How to deal with replicated fields in MongoDB if the source is updated in the other collection

Antonio_Ubeda_Montero · April 28, 2021, 6:58pm

Sometimes, Mongo modeling recommends duplicating data by efficiency and referencing other collections, instead of opting for Embed (when the number of records is very high n to Zillions).

In that case, what would be the best approximation if we change a row of the other collection, which requires modifying the data we have replicated in our collection by efficiency?

The use of transactions according to Mongo is not recommended.

For example. I’m going to put the code as JavaScript objects (so that it is simpler and more short).

Collection: user

{
    Name: "Edgar",
    Accounts: [
        {
           ID: "ABC",
           Balance: 30
        },
       {
          ID: "DEF",
          Balance: 40
       }
    ]
}

Collection: Account

{
    ID: "ABC",
    Movements: [
      {ID: 1, Movement: 10},
      {ID: 2, Movement: 10},
      {ID: 3, Movement: 10}
   ]
}

{
    ID: "DEF",
    Movements: [
      {ID: 1, Movement: 20},
      {ID: 2, Movement: -10},
      {ID: 3, Movement: 30}
    ]
}

Imagine that an account can have thousands of details records, and that in the user’s information (the most consulted) we only want to have a photo of the situation of the user’s accounts, without having to go to each of his accounts.

Thank you in advance,

MaxOfLondon · May 9, 2021, 11:13am

Hi Antonio,

This seems to be a perfect candidate for Computed Pattern.

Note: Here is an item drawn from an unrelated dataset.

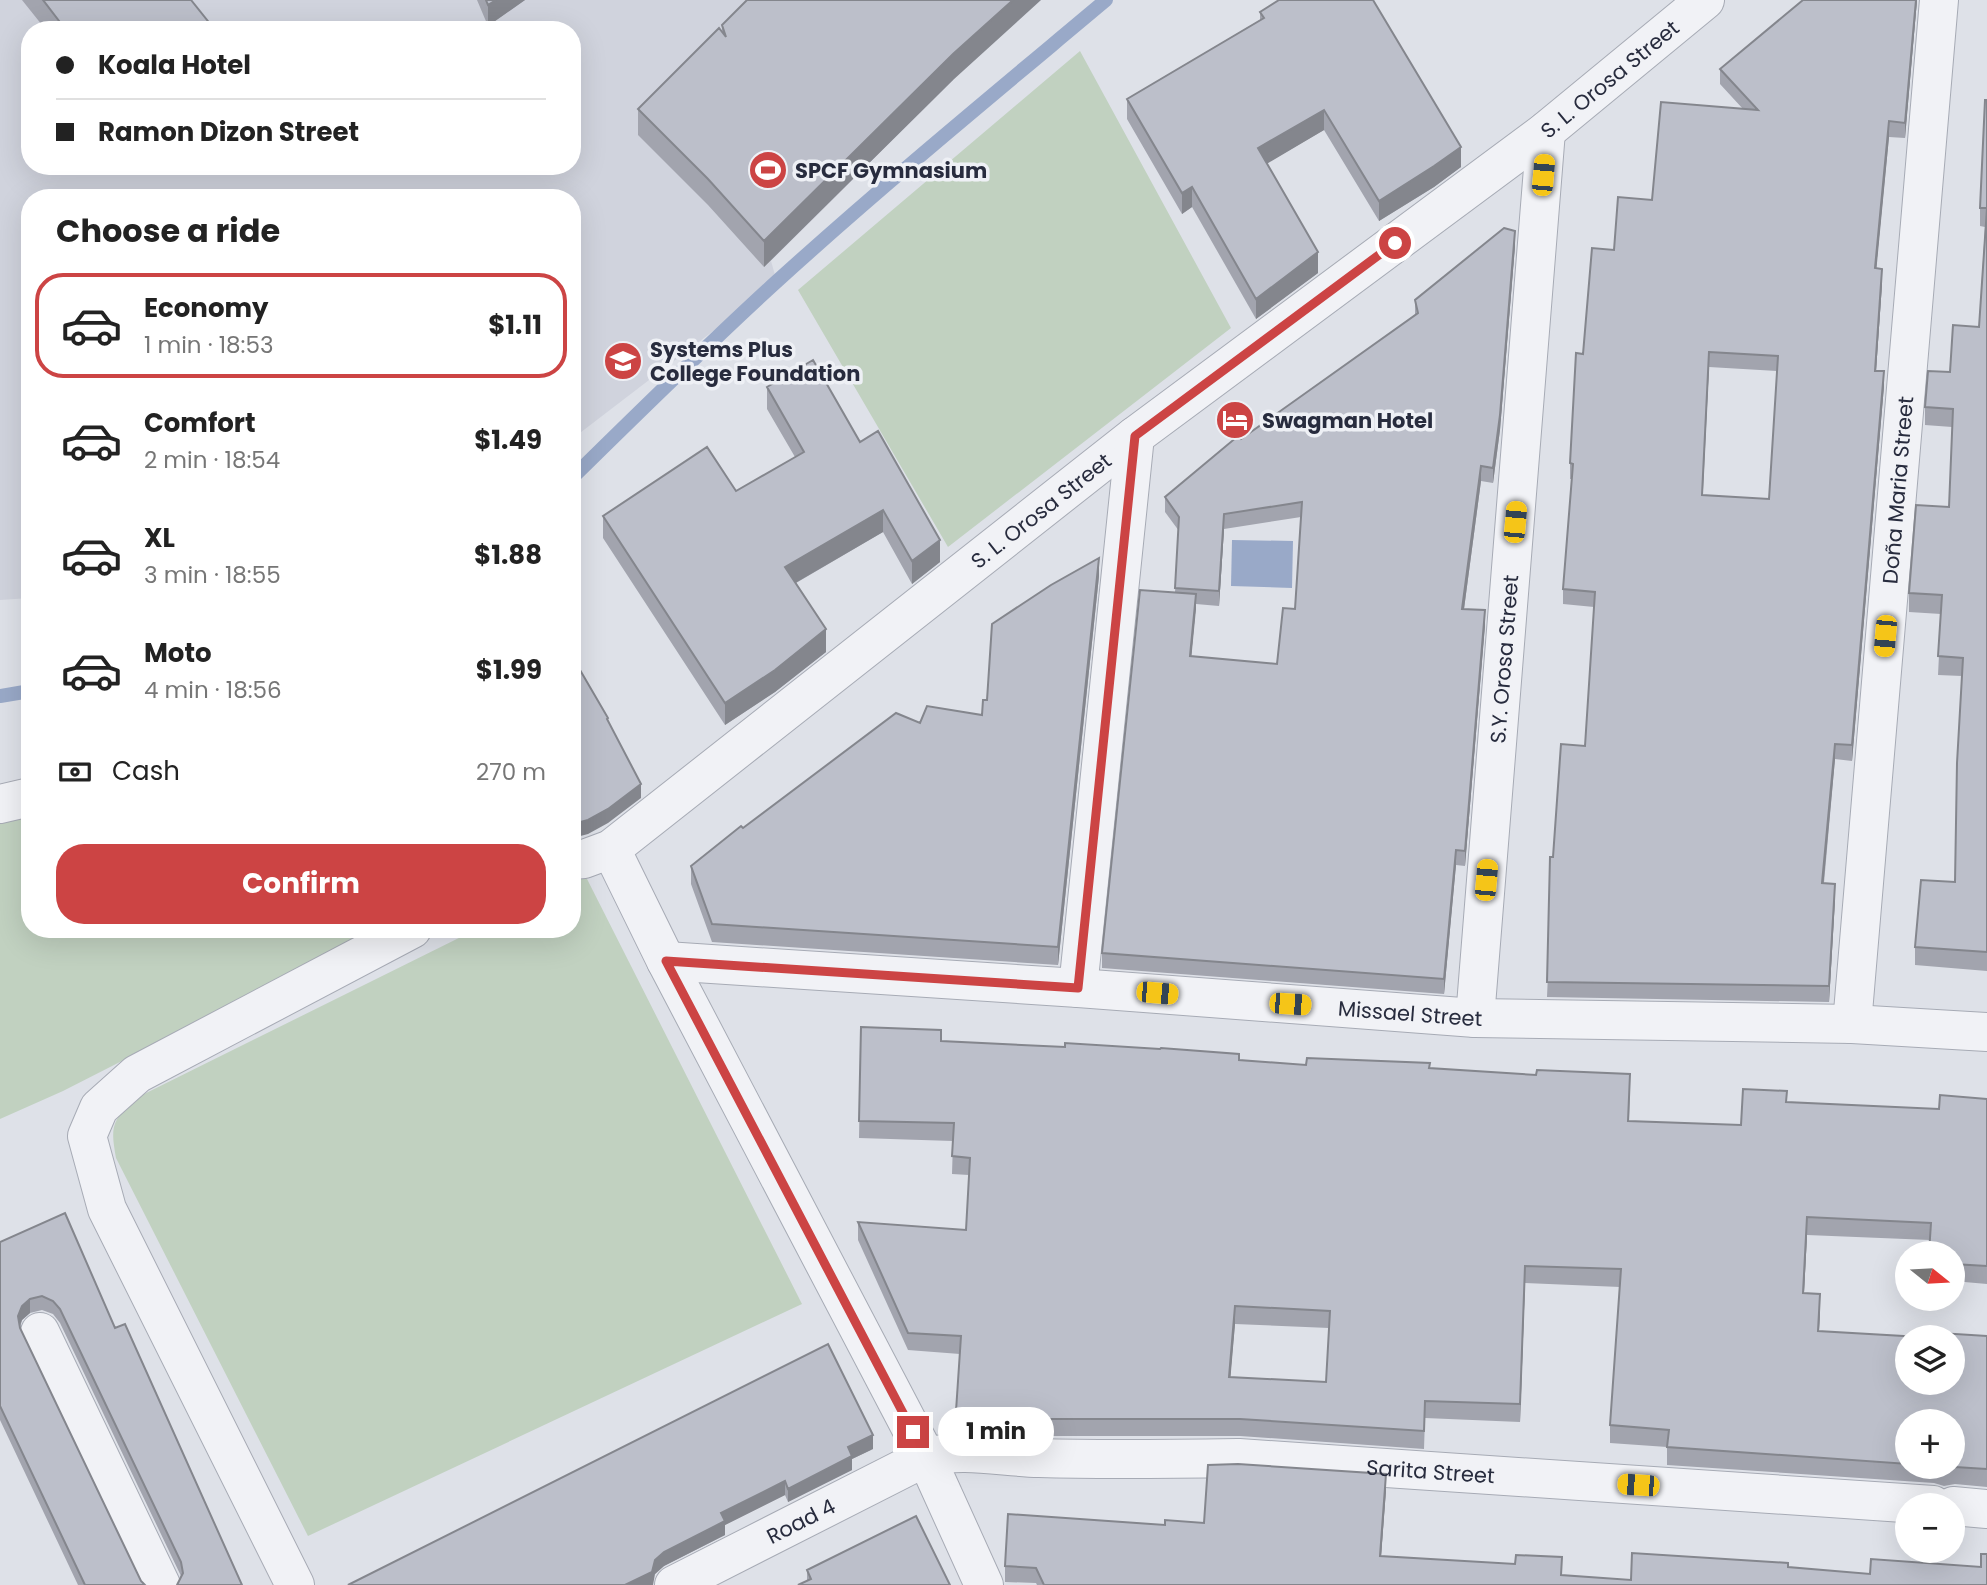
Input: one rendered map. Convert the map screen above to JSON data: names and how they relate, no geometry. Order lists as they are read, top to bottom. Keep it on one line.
{"streets":{"street":["S. L. Orosa Street","Doña Maria Street","S.Y. Orosa Street","Missael Street","Sarita Street","Road 4"]},"crossings":[["S. L. Orosa Street","S.Y. Orosa Street"],["Doña Maria Street","Missael Street"],["S.Y. Orosa Street","Missael Street"],["Sarita Street","Road 4"]],"places":{"sports":["SPCF Gymnasium"],"school or university":["Systems Plus College Foundation"],"hotel":["Swagman Hotel"]},"north":"right","page":{"banner":["Koala Hotel","Ramon Dizon Street"],"heading":"Choose a ride","list":[{"name":"Economy","note":"1 min · 18:53","value":"$1.11"},{"name":"Comfort","note":"2 min · 18:54","value":"$1.49"},{"name":"XL","note":"3 min · 18:55","value":"$1.88"},{"name":"Moto","note":"4 min · 18:56","value":"$1.99"}],"pay":["Cash","270 m"],"buttons":"Confirm","map_buttons":["+","−"],"bubble":"1 min"}}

While you insert value into Account’s collection Movements array you would need to compute user’s Account.Balance by increasing it by value of the Movement.

If Movements array length is a concern (and as you stated it would contain zillions of elements) I would also consider Bucket Pattern. In reality each adjustment would track date and time of the Movement which could be used for bucketing and preferably sharding.

Best,
Max

Antonio_Ubeda_Montero · May 11, 2021, 6:40am

Could you be more especific, please? Imagine that you delete a user and you have to delete all of his movements. Do you need to use transactions or are there a better way to do that? What if you have locally placed your database, not in Mongo Atlas.

To sum up: When you need to separate data in two collections, but they are conected each other, how we should manage them?

Please, answer this questions not only giving name of patterns.

Thank you,

MaxOfLondon · May 12, 2021, 4:01pm

Hi Antonio,

There is no simple rule. The way you approach design depends on many things.
Essentially, when you have data scattered then application needs to delete it from all collections (non-atomic operation if you do not use transaction) but if you really need to do it in a transaction is another matter. Transactions are expensive and often with careful design and depending on how system is used you can get away with not using it.
For example operations on a document and everything embedded in it is always atomic operation out of the box so design can benefit from that.
Consider your example of deleting user. Since, as you said, user is most queried entity you could delete user only and defer removing all movement data to scheduled job afterwards which will benefit from fast response and full task accomplished later.

This design is not ideal though because deleting from zillion collection in one go uses a lot of resource, that’s why I was suggesting bucketing and sharting.

Take care.

steevej · May 13, 2021, 10:34pm

I clicked the like heart especially for:

Antonio_Ubeda_Montero · May 14, 2021, 6:32am

How could you defer deleting zillions side? Is there any batch procedure available in Mongodb? Thank you.

MaxOfLondon · May 14, 2021, 8:44am

A cronjob or trigger based architecture can be utilised to execute script that will consume queued reference to purge records.
The application can use webservice to enqueue user_id to be deleted then script can process that queue for example.